Esta Comisión que hoy creamos no es una Comisión del Gobierno ni una de las Farc. No es una Comisión pactada para que cada parte se apropie de un pedazo de la verdad. No es para canjear impunidades. Es una Comisión para los colombianos. Es independiente. Es transparente. Como dijo el Presidente Santos, "la verdad no se negocia, al igual que no se negocian los derechos de las víctimas". Esta Comisión es para que la verdad resplandezca. Es para Colombia. Es también para quienes no han sido víctimas. Es para que todos digamos: nunca más. Nunca jamás. Tampoco es para amasar una especie verdad oficial. Sería un irrespeto. Pero sí es para ver estos cincuenta años de conflicto en toda su complejidad. Es para que los colombianos sanemos las heridas y podamos abrazarnos de nuevo como Nación. La Comisión no es para justificar el crimen. Es para mirar su rostro y, sobre su memoria, construir una sociedad nueva en la que el respeto a los derechos sea su piedra angular.
 
También se acordó que esta comisión será un mecanismo extrajudicial.

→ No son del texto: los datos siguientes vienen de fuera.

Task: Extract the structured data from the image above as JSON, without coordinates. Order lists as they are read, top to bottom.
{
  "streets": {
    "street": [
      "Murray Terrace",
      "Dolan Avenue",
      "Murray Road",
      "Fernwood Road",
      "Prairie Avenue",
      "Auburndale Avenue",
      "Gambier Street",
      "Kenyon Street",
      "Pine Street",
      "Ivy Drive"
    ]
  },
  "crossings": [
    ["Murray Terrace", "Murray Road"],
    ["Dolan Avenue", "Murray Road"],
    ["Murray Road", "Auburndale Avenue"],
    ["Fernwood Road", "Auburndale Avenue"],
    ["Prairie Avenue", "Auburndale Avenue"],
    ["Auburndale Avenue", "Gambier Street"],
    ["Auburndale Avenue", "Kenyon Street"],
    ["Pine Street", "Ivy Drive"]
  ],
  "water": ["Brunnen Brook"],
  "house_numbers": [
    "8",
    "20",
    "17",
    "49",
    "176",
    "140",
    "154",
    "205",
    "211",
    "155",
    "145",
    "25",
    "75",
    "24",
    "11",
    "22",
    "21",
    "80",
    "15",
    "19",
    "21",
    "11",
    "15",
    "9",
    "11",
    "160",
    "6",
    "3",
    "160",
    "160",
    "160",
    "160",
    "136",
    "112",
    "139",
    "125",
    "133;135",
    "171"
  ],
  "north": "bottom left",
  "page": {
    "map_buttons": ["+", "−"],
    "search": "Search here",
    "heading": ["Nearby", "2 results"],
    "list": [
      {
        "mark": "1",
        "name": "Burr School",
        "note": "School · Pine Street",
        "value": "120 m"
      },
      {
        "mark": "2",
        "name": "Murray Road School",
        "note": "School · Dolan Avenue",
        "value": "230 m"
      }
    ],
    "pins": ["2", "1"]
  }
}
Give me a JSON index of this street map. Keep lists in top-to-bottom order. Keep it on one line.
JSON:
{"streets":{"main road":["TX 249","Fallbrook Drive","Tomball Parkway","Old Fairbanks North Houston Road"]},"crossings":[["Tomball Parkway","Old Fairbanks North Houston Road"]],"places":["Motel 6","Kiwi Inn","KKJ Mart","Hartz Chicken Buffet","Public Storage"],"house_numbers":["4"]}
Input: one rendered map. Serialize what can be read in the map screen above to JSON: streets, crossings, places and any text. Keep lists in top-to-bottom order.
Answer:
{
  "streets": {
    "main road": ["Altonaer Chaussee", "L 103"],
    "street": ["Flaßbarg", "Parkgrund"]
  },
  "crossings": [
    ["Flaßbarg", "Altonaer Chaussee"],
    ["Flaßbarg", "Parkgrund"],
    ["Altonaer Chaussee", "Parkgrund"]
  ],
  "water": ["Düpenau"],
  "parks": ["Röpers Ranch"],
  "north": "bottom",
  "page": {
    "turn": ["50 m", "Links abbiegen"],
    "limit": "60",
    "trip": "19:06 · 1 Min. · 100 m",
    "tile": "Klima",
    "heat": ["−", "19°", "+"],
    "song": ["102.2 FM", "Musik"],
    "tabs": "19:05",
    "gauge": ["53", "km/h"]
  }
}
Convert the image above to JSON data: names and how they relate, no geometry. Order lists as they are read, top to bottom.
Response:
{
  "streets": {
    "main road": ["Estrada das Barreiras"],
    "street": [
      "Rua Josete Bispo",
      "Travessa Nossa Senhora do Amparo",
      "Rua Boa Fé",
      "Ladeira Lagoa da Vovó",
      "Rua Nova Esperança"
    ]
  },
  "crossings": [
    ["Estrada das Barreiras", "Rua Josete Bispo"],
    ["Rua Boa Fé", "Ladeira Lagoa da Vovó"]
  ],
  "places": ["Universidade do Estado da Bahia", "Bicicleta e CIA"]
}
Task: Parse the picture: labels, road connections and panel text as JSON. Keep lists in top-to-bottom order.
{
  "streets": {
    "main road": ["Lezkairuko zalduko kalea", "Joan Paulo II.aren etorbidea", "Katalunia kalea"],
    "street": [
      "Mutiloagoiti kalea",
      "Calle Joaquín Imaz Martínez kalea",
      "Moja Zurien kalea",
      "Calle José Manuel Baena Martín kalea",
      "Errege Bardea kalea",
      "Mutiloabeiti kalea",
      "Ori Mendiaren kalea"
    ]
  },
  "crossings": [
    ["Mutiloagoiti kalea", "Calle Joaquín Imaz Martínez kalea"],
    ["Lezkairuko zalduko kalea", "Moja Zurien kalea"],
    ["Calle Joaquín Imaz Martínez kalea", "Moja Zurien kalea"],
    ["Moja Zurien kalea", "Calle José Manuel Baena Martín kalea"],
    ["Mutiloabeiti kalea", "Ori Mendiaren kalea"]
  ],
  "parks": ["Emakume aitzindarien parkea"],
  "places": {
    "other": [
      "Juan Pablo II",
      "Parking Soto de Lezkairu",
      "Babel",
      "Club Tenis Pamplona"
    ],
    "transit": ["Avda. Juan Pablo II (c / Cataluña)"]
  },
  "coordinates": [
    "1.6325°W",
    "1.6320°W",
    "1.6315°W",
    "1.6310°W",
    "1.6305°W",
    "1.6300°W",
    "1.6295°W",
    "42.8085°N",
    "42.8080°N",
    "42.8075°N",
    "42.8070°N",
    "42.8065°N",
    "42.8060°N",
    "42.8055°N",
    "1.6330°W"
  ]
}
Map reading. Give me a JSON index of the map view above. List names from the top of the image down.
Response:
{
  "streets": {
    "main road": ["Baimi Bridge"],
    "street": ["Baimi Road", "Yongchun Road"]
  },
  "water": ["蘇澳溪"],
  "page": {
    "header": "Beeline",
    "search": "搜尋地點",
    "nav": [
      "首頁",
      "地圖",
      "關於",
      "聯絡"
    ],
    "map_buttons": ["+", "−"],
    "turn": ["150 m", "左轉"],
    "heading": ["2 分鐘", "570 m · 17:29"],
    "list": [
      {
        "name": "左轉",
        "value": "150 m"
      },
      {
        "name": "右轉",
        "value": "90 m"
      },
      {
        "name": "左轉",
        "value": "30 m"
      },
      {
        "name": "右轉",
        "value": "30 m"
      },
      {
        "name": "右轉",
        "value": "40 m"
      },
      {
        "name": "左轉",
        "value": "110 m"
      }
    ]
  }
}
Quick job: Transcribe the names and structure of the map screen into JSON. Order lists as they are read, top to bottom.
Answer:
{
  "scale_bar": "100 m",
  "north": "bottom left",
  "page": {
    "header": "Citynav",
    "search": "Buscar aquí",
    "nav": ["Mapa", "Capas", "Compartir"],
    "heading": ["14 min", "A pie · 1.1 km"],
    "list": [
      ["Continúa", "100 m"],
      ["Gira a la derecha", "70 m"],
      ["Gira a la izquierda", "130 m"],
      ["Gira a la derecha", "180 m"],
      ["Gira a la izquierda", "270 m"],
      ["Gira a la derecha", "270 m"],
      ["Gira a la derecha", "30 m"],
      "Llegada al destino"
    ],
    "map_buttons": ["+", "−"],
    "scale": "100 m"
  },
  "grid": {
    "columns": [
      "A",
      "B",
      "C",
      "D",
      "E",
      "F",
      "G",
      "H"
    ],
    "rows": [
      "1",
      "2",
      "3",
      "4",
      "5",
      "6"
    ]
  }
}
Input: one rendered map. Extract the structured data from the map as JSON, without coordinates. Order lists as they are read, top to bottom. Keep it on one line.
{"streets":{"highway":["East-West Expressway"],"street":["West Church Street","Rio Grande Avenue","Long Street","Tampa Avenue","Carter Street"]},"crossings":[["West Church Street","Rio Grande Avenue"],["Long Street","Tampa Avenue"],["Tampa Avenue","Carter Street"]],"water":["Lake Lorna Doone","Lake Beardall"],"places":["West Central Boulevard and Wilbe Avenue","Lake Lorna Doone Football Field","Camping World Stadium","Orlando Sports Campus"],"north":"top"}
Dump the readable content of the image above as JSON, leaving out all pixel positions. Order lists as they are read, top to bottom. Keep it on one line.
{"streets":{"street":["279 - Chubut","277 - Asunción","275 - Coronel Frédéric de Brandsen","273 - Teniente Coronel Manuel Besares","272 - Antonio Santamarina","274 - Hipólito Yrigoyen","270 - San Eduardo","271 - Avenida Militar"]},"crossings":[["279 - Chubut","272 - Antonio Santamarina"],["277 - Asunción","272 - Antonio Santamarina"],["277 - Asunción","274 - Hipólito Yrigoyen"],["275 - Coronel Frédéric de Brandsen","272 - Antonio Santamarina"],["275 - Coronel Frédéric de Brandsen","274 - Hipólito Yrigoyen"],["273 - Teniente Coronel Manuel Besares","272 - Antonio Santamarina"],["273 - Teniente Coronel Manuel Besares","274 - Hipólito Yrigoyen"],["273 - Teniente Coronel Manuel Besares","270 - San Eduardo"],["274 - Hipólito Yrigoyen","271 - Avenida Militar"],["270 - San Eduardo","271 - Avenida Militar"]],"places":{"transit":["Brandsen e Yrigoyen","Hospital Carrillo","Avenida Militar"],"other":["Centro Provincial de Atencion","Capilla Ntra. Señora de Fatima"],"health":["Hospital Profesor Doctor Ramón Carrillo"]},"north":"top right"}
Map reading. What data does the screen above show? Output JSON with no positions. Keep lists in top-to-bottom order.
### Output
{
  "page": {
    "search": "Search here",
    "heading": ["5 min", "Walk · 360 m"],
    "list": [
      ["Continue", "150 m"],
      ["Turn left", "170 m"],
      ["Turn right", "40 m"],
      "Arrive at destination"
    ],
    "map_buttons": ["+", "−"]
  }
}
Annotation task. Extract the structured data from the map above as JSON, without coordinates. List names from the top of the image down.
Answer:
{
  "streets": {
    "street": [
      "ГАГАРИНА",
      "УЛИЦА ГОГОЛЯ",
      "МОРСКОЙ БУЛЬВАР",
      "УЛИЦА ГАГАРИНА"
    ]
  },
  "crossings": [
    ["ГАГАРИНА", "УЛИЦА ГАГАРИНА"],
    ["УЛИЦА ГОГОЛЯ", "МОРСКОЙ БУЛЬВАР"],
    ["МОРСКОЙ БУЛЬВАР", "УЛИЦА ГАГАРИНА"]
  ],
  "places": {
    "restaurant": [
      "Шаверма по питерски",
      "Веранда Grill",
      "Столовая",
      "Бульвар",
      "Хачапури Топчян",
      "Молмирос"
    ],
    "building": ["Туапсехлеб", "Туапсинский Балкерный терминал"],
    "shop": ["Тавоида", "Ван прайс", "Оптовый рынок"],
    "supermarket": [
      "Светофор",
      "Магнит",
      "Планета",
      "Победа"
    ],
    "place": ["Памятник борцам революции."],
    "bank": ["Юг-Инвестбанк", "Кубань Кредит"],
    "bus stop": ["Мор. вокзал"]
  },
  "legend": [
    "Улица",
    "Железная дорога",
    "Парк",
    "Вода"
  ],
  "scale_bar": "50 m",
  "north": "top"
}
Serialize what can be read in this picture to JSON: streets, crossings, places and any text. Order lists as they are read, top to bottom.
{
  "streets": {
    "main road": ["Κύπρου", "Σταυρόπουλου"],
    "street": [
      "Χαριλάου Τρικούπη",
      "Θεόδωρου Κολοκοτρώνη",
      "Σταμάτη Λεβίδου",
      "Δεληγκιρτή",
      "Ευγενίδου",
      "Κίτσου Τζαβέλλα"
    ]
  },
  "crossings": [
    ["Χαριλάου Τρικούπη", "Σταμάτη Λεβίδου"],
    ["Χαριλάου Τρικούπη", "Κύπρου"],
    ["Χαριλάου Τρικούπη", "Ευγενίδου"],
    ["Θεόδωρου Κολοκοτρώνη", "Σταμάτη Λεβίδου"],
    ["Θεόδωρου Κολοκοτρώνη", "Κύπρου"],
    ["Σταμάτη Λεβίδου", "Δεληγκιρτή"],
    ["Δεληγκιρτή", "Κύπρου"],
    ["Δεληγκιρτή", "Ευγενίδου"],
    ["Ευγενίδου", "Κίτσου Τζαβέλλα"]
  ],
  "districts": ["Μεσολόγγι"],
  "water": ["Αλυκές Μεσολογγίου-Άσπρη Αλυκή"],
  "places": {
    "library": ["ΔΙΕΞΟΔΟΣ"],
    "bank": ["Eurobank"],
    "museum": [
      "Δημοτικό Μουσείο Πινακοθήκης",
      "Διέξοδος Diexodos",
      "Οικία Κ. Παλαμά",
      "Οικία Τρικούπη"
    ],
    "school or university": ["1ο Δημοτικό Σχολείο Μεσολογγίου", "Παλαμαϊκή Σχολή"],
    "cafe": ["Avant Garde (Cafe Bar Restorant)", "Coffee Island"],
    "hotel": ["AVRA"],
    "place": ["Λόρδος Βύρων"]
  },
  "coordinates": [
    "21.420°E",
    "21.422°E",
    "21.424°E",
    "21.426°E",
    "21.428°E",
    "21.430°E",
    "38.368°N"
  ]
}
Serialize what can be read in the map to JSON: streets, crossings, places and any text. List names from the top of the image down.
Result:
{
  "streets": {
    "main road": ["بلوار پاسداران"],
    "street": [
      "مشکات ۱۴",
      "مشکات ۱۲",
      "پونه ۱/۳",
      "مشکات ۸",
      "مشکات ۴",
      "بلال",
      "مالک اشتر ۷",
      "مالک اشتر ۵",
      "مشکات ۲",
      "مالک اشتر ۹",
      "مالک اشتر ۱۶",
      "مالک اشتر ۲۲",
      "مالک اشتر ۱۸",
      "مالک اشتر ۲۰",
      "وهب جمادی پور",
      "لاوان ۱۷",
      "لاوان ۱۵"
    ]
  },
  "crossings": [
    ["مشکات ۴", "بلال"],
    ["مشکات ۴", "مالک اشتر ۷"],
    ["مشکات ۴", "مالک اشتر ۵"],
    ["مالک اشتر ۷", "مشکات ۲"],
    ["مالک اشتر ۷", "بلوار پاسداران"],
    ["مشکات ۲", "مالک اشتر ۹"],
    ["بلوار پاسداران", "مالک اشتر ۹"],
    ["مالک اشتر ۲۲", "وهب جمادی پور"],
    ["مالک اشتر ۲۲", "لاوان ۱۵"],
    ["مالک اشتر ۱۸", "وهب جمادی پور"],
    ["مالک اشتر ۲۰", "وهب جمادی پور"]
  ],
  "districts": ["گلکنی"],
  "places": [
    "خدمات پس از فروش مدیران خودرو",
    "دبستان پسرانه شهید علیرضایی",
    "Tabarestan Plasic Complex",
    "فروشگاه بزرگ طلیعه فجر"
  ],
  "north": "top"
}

Cito textualmente: “… La Comisión será un mecanismo extra-judicial. En este sentido, sus actividades no tendrán carácter judicial, ni podrán implicar la imputación penal de quienes comparezcan ante ella. La información que reciba o produzca la Comisión no podrá ser trasladada por esta a autoridades judiciales para ser utilizada con el fin de atribuir responsabilidades en procesos judiciales o para tener valor probatorio; ni las autoridades judiciales podrán requerírsela”.
 
El mecanismo de selección de los miembros de la Comisión, como lo dijimos, será imparcial, independiente e idóneo. Esto con el fin de asegurarles a los colombianos que esta tarea quedará en manos de personas con las más altas condiciones. Garantizando así que sus apreciaciones gocen de la mayor legitimidad y que sus recomendaciones sean un insumo para lograr una Colombia en paz.
 
Otros elementos para destacar son el carácter transitorio de la Comisión. Sólo funcionará por un tiempo limitado. Por tres años. Y este órgano contará con un enfoque diferencial y de género. Hemos acordado que la Comisión prestará especial atención a la victimización sufrida por las mujeres.
 
También queremos, y esto es de fondo, superar idea de que la mejor manera de vivir es ser víctima. Una sociedad victimizada permanentemente, es una sociedad enferma.
 
Ahora bien, las víctimas que nos visitaron en La Habana nos enseñaron mucho. El horror de la guerra que tenemos que terminar. El dolor sin límites pero también la resistencia ante la adversidad. Nos indicaron que la reconciliación es posible. Ellas, las víctimas. Hombres y mujeres que han conocido del invierno todo el frío. Pero sobre todo nos enseñaron una cosa: que solo la verdad es el camino auténtico para la reparación. Al finalizar uno de esos encuentros en La Habana, una humilde campesina de los Llanos me tomó del brazo y me dijo: más que dinero, quiero saber qué pasó con mi hijo. Yo quiero sanar mi corazón. Yo cultivé el odio. Pero vi que ese odio era estéril. El que odia termina siendo esclavo del criminal. Yo quiero saber. Puede que no para ser amiga del que se llevó a mi hijo, pero sí para curar mi alma. Para vivir en paz. Yo quiero una nueva vida.